We are also exploring options to handle the challenge of long-term data preservation, which appears to be an unsolved challenge for many, if not all, biomedical data repositories. However, we hypothesize that solutions like deposition of data in multiple repositories, aligning with federally-led initiatives for long-term data storage, and engaging additional funders to support the NF-OSI may be solutions to aid in the long-term availability of this data. In addition, when non-restricted sequence or array-based data are released from embargo, we deposit the data in public archives such as SRA1 or GEO2 to ensure its continued availability in standard data-specific repositories (e.g. SRA project SRP125359).

Finally, an ongoing challenge for this initiative is expanding its coverage to ensure that the portal is capturing useful quantities of community-generated data. While some recently-added studies were contributed voluntarily and not as a consequence of a funding requirement, the vast majority of data contributions are funder-mandated.
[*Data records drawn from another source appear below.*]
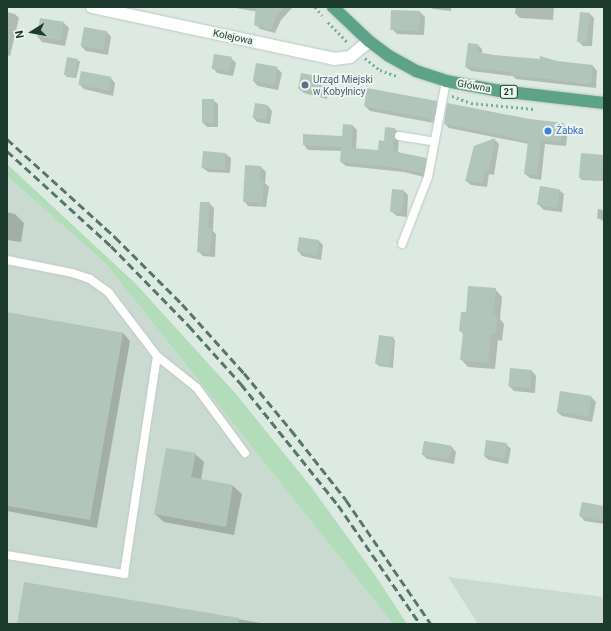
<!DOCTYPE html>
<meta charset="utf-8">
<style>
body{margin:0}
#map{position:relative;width:611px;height:631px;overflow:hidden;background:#dceae2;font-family:Roboto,sans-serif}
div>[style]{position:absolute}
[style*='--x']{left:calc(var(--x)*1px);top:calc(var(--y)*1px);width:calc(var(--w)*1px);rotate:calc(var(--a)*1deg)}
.built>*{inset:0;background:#cbdad1}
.green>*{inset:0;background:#b3ddba}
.shadow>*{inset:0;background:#0003}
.building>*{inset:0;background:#b2c5bb;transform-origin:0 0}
.path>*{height:2.5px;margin-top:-1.25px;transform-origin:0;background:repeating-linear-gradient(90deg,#7ab099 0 2px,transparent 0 5px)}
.roads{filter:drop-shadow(0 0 1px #c0c8c5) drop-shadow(0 0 1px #c0c8c5)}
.service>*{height:8px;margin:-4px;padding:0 4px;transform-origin:4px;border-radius:4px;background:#fff}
.minor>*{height:12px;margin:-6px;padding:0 6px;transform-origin:6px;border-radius:6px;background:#fff}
.primary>*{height:12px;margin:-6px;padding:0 6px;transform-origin:6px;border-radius:6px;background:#5da38a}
.rail>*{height:3px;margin-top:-1.5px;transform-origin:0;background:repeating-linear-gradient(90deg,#57766b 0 8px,transparent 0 12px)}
.dots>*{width:11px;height:11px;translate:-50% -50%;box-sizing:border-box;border:2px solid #edf7f1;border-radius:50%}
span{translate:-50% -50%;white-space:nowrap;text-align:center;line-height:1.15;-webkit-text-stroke:3.5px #edf7f1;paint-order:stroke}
.shield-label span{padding:1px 3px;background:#edf7f1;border:1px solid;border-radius:3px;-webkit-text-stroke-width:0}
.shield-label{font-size:9px;color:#1d3a2f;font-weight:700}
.street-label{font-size:10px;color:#1d3a2f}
.service-label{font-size:10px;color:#4e5e75}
.left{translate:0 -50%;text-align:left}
.shop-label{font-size:10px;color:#366cbe}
.frame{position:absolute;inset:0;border:8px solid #1d3a2f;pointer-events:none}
.north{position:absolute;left:12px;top:12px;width:40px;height:40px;-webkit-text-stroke:3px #edf7f1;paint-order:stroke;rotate:259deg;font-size:11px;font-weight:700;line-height:16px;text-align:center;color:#1d3a2f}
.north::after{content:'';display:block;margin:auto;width:14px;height:18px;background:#1d3a2f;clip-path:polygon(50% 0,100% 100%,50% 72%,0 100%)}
</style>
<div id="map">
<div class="built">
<div style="clip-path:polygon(7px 176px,105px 263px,393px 624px,7px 624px)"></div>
<div style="clip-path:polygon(448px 577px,604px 597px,604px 624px,478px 624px)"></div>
</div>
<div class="green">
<div style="clip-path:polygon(7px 164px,135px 283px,236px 394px,312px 488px,375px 575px,407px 624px,393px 624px,105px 263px,7px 176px)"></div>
</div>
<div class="shadow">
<div style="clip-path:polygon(230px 7px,293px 7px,281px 20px,275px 33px,260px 29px,256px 25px,259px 12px)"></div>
<div style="clip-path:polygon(430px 7px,451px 7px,451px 11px,433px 9px)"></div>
<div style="clip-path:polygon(516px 7px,554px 7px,553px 20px,520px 18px,515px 13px)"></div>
<div style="clip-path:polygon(7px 12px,15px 14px,19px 18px,10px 56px,7px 55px)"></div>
<div style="clip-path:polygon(392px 12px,420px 12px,425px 17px,424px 35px,397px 34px,392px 29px)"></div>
<div style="clip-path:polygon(581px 14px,590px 14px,594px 18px,592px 46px,583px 46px,579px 42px)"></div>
<div style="clip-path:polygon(41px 19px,64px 23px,69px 28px,65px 46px,42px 42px,38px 37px)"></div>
<div style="clip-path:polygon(107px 32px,111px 37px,108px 55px,86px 51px,81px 46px)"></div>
<div style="clip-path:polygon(478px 45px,482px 49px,482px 54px,593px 66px,597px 71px,596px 88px,516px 79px,513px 76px,471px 71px,466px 67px)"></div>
<div style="clip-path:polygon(231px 58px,236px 63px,233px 76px,217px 73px,213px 68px)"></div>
<div style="clip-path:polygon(78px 60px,80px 62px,76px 78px,67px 77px,65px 75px)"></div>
<div style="clip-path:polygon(277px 68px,282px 73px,278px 90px,258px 86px,253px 81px)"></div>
<div style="clip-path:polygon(302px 74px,326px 79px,330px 84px,327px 99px,304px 93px,299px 89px)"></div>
<div style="clip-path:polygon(111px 78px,115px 83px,113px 96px,84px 89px,79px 84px)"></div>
<div style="clip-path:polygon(213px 100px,218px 104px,218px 127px,207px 127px,203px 123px)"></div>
<div style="clip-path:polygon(436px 102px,442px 108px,437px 127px,434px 123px,370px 111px,365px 106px)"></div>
<div style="clip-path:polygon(268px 106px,272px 111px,270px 124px,257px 122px,253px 117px)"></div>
<div style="clip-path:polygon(530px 120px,563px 124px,568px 129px,566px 146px,545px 144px,541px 180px,530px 178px,525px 174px,529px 144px,449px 128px,445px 124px)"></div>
<div style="clip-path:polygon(353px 126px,357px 130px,356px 149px,379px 151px,395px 129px,399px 133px,398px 153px,426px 158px,430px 163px,428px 178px,404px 172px,346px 166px,341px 162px,342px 151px,308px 150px,304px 145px,343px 138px)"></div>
<div style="clip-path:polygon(495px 140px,499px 144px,494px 175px,489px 174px,487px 187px,471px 185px,466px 181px,474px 147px)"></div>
<div style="clip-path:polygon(226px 154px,231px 158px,230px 173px,208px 172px,203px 168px)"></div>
<div style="clip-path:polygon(604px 156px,604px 181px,582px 180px,580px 178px)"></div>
<div style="clip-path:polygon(261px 167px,266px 172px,265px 183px,269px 187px,266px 207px,248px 206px,244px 201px)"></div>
<div style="clip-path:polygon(559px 190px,564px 194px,562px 212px,544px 210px,539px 205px)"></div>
<div style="clip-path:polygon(404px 191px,408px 195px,407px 217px,397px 216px,392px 212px)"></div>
<div style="clip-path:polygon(209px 203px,214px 208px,213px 231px,216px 234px,215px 257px,203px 256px,198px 251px)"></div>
<div style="clip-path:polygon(598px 209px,604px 210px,604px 221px,597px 218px)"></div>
<div style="clip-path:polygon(7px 212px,15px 214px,24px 223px,21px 242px,7px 240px)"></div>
<div style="clip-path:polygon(319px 241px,323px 245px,321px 260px,302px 256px,298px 251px)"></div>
<div style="clip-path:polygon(495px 289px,502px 297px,500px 319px,504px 324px,502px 341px,498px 340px,495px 369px,468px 367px,461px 359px,464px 335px,460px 331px,467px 313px)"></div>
<div style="clip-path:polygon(7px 313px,123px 333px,130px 341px,97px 528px,7px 511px)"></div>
<div style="clip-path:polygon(393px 338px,395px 340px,393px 368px,379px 366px,377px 364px)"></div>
<div style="clip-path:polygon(532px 371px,536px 376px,535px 393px,514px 391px,509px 386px)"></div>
<div style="clip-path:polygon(591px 397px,596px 402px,592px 422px,562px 416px,557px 412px)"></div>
<div style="clip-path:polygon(506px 444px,511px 449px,508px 464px,489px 460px,484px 456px)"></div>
<div style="clip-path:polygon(452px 447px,456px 452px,454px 464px,427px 459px,422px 454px)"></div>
<div style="clip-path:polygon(195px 454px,204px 462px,201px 480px,233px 486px,242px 494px,234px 535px,164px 522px,155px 514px)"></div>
<div style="clip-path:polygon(604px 507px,604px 524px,585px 521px,580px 516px)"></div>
<div style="clip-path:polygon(25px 583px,267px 624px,18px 624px)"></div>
</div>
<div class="building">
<div style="clip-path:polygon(256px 7px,285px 7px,277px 15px,271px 30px,254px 25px)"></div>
<div style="left:391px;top:10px;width:29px;height:20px;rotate:2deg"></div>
<div style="left:580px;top:12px;width:10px;height:30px;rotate:6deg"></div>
<div style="left:40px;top:18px;width:24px;height:19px;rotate:9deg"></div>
<div style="left:84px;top:27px;width:23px;height:19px;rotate:10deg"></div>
<div style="clip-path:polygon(468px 43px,478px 44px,477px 52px,494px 55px,540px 59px,540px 56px,557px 61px,593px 65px,591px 84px,510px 75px,511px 72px,465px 67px)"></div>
<div style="left:214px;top:54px;width:18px;height:15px;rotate:9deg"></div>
<div style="left:67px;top:57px;width:11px;height:18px;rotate:10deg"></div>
<div style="left:256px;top:63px;width:22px;height:18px;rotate:10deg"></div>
<div style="left:81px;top:71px;width:31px;height:14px;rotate:11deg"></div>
<div style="left:301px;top:73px;width:25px;height:16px;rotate:11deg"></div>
<div style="clip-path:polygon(367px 88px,437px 101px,433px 122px,430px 121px,431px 119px,364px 106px)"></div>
<div style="left:202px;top:99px;width:12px;height:24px"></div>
<div style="left:255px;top:103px;width:13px;height:15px;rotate:9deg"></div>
<div style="clip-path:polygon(447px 103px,530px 119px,564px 123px,561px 142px,541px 140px,537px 175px,524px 174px,528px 141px,444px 124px)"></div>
<div style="clip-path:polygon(343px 124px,353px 125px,351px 148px,378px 150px,379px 140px,384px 141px,385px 127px,395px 128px,393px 151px,426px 158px,423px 173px,400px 169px,401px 168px,340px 162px,341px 147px,303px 145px,303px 134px,342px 136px)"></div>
<div style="clip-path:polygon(495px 138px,489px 171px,485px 170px,482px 183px,465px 181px,474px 146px)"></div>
<div style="left:203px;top:151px;width:23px;height:17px;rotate:5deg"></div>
<div style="left:581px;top:153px;width:23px;height:25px;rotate:5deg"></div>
<div style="clip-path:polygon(245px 165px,261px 166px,260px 181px,264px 181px,262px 203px,243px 202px)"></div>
<div style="left:540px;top:186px;width:20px;height:19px;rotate:9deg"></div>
<div style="left:392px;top:189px;width:12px;height:23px;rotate:5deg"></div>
<div style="clip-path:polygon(200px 202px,210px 202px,208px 228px,212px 228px,210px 253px,197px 252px)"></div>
<div style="clip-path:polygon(299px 237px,319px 240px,317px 256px,297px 251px)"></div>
<div style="clip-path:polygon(468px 286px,496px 288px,493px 315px,497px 315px,496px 334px,491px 334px,488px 363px,460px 360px,463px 332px,459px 331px,461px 312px,466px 312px)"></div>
<div style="clip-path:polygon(7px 312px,123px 333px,90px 520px,7px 506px)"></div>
<div style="left:379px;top:335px;width:15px;height:29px;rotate:8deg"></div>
<div style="left:510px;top:368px;width:22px;height:18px;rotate:5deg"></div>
<div style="left:560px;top:391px;width:32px;height:21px;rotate:9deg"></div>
<div style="left:486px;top:440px;width:21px;height:16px;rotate:8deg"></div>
<div style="left:424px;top:441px;width:28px;height:14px;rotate:10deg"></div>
<div style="clip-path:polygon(166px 448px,196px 453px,191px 477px,233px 485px,226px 527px,154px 514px)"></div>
<div style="clip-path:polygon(582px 502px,604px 506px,604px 521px,579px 516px)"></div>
<div style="clip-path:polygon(24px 582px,239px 618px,239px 624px,17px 624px)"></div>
</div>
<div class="path">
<div style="--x:315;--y:7;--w:11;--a:49"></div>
<div style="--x:328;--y:22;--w:29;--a:46"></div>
<div style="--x:365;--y:58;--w:19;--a:39"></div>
<div style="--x:380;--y:70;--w:20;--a:20"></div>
<div style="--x:452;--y:96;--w:20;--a:20"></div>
<div style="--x:471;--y:103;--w:63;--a:5.4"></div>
</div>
<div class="roads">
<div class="service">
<div style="--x:399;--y:136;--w:36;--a:9"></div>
<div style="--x:402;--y:244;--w:72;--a:-68.8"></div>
<div style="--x:428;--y:177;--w:98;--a:-79.4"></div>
<div style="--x:7;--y:260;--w:66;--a:11.3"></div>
<div style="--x:72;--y:273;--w:19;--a:18"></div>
<div style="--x:90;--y:279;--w:24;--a:36"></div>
<div style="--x:109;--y:293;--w:79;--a:52.7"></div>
<div style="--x:157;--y:356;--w:51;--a:38.7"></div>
<div style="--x:197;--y:388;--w:81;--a:53.6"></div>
<div style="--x:7;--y:555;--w:119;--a:9.2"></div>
<div style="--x:124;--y:574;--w:220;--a:-81.4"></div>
</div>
<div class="minor">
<div style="--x:92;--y:7;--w:248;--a:12.1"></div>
<div style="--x:334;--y:59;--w:16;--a:-7"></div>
<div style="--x:350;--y:57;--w:25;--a:-40"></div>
</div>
<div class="primary">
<div style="--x:333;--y:7;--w:50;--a:43.4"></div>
<div style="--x:369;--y:41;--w:25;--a:37"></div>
<div style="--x:389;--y:56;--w:31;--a:29"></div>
<div style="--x:416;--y:71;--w:32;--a:18"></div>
<div style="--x:446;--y:81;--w:55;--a:10.5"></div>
<div style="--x:500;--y:91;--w:105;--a:6.6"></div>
</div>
</div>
<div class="rail">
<div style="--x:7;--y:139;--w:146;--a:42.2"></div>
<div style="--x:115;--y:237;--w:95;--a:45"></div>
<div style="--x:182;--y:304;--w:93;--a:48.1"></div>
<div style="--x:244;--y:373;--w:74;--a:50.5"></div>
<div style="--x:291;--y:430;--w:89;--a:51.8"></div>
<div style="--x:346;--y:500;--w:150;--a:55.6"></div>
<div style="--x:7;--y:151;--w:141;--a:42.4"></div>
<div style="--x:111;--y:246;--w:112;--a:45.7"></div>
<div style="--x:189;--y:326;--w:78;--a:48.1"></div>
<div style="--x:241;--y:384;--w:155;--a:51.3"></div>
<div style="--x:338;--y:505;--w:145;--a:55.4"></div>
</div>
<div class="dots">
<div style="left:305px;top:85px;background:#5c6f8a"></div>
<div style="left:548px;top:131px;background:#3f7fe0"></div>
</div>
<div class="shield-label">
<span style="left:509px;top:92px">21</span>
</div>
<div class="street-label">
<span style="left:233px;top:37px;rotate:12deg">Kolejowa</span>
<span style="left:474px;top:86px;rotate:10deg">Główna</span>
</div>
<div class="service-label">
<span class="left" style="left:313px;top:85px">Urząd Miejski<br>w Kobylnicy</span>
</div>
<div class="shop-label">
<span class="left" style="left:556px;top:131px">Żabka</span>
</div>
<div class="frame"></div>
<div class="north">N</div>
</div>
Therefore, we are not only working to engage new NF funders to help collect data, but also exploring options for retrospective collection and harmonization of NF data from public repositories such as GEO and SRA. We are also using other approaches to encourage the contribution of additional data such as organizing data-oriented community outreach events like hackathons.

Based on our experiences working with the NF community, we advocate that a data-agnostic and disease-centric approach to open science may be particularly useful in under-served or rare disease research communities. This approach can serve as a model for other small disease communities for which data and samples are scarce, as this community-centric data portal ties together disparate data into larger, more quantifiable, datasets. The role of funders (both private and federal) in mandating and supporting data sharing and data curators in annotating and indexing datasets are two pivotal elements to incentivize researchers to share their data and create a useful and reliable community resource. We posit that the ability to flexibly build data portals by and for a specific disease community will further focus collaborative efforts, fuel scientific discoveries, and foster open science as a standard practice in rare disease communities.